What the task requires => Find the line in the entries below that contains "Extract the structured". Repeat it exactly, and every line after it through the line that contains "I am building".

Saved entries
·····
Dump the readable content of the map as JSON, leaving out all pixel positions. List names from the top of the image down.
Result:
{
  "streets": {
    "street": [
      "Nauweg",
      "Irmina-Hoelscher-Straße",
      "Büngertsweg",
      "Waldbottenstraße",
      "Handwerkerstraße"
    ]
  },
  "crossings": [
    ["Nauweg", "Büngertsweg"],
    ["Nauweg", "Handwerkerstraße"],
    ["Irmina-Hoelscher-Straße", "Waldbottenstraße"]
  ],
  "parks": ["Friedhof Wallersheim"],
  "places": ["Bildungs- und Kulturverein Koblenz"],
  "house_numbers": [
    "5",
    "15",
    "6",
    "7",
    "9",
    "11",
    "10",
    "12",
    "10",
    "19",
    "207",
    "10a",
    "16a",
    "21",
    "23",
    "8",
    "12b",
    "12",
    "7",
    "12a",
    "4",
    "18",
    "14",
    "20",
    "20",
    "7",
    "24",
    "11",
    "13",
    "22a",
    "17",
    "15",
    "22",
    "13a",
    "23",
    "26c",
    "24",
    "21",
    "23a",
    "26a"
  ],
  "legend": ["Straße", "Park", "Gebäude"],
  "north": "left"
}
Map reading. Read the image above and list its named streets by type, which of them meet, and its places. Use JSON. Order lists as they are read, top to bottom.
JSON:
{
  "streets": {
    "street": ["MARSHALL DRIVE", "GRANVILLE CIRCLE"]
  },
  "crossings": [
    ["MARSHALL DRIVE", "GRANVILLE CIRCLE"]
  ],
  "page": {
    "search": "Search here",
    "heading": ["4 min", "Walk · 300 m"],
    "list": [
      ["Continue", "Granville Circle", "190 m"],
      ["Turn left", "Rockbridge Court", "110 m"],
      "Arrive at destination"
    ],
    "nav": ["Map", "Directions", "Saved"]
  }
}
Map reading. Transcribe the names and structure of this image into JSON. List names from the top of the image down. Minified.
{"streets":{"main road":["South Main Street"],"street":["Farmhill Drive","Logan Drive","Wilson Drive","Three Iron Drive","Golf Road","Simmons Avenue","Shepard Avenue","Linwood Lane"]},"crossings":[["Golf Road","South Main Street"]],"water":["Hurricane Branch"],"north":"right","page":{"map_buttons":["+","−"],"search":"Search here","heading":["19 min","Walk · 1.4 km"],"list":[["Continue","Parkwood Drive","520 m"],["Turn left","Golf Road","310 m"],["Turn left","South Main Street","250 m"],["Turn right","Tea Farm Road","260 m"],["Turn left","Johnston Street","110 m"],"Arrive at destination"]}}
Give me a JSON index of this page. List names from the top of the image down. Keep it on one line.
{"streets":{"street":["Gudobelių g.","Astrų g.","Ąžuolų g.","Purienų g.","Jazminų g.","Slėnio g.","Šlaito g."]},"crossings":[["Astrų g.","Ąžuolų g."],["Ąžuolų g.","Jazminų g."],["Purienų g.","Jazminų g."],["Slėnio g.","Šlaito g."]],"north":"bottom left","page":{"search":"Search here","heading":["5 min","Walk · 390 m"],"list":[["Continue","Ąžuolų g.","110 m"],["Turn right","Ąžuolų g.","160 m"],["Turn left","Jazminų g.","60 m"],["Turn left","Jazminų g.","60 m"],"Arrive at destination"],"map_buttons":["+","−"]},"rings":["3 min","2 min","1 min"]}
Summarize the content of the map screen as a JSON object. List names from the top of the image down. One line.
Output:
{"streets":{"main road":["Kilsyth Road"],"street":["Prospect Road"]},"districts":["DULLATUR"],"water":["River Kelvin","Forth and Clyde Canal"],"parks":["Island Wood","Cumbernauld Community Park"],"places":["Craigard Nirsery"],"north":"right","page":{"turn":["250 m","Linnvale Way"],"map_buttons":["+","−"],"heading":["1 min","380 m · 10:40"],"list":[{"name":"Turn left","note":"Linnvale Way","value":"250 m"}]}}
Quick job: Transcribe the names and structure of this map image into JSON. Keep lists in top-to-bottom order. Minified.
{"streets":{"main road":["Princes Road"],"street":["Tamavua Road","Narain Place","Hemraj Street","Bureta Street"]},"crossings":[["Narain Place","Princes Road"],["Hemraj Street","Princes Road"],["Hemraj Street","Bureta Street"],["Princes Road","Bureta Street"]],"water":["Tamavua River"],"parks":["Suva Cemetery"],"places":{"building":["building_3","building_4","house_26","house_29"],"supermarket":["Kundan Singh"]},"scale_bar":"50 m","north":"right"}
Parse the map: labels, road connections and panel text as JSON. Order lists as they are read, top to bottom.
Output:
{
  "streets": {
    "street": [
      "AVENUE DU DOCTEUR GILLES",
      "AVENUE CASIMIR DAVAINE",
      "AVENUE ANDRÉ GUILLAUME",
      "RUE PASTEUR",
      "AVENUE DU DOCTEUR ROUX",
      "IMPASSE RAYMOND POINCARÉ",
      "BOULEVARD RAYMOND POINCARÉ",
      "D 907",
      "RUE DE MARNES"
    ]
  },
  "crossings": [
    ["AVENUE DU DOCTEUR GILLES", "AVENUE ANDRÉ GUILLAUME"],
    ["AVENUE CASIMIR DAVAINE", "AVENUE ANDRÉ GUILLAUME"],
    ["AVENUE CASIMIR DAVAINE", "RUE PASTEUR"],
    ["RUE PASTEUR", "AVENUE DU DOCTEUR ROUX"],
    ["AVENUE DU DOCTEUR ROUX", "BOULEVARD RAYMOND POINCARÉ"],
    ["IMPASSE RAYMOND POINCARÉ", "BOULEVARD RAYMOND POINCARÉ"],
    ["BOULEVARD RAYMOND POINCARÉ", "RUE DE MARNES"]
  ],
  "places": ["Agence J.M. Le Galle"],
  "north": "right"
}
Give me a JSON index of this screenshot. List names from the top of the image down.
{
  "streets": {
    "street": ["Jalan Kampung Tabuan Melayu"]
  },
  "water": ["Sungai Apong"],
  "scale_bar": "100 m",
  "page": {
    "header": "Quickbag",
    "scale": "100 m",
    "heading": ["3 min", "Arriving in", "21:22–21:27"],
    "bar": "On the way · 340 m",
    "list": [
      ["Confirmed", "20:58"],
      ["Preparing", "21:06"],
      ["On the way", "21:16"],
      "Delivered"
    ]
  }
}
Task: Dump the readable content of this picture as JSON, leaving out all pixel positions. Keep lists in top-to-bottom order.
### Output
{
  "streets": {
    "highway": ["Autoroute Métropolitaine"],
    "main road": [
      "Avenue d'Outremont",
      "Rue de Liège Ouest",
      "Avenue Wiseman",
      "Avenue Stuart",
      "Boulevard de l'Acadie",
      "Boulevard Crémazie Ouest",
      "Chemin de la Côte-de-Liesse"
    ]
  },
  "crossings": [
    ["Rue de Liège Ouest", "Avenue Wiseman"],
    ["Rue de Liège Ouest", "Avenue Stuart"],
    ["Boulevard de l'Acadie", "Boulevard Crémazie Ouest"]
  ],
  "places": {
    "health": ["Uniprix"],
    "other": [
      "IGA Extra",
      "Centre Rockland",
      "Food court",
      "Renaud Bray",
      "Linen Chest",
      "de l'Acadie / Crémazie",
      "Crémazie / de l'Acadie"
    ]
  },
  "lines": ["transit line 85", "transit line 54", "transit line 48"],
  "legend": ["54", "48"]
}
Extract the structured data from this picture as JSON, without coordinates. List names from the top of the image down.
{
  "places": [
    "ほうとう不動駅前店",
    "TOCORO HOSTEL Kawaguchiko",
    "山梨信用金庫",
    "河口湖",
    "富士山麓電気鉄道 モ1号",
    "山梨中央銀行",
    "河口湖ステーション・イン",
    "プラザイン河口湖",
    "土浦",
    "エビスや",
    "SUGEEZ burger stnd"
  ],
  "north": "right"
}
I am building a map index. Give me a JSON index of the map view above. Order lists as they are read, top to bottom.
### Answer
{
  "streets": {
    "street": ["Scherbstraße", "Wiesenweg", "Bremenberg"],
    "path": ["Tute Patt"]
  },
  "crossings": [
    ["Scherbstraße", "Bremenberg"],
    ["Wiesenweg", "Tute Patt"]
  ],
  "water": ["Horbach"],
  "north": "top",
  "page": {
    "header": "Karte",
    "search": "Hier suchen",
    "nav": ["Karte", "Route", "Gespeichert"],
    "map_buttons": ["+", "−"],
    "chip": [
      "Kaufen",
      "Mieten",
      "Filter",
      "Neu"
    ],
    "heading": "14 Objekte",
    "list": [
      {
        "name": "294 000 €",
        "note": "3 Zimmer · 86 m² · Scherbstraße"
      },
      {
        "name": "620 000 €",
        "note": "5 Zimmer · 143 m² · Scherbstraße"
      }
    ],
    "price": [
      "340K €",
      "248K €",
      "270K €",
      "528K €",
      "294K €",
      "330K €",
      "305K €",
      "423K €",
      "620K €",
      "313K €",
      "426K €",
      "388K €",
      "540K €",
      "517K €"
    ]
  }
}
·····
Reply =>
Extract the structured data from this picture as JSON, without coordinates. List names from the top of the image down.
{
  "places": [
    "ほうとう不動駅前店",
    "TOCORO HOSTEL Kawaguchiko",
    "山梨信用金庫",
    "河口湖",
    "富士山麓電気鉄道 モ1号",
    "山梨中央銀行",
    "河口湖ステーション・イン",
    "プラザイン河口湖",
    "土浦",
    "エビスや",
    "SUGEEZ burger stnd"
  ],
  "north": "right"
}
I am building a map index. Give me a JSON index of the map view above. Order lists as they are read, top to bottom.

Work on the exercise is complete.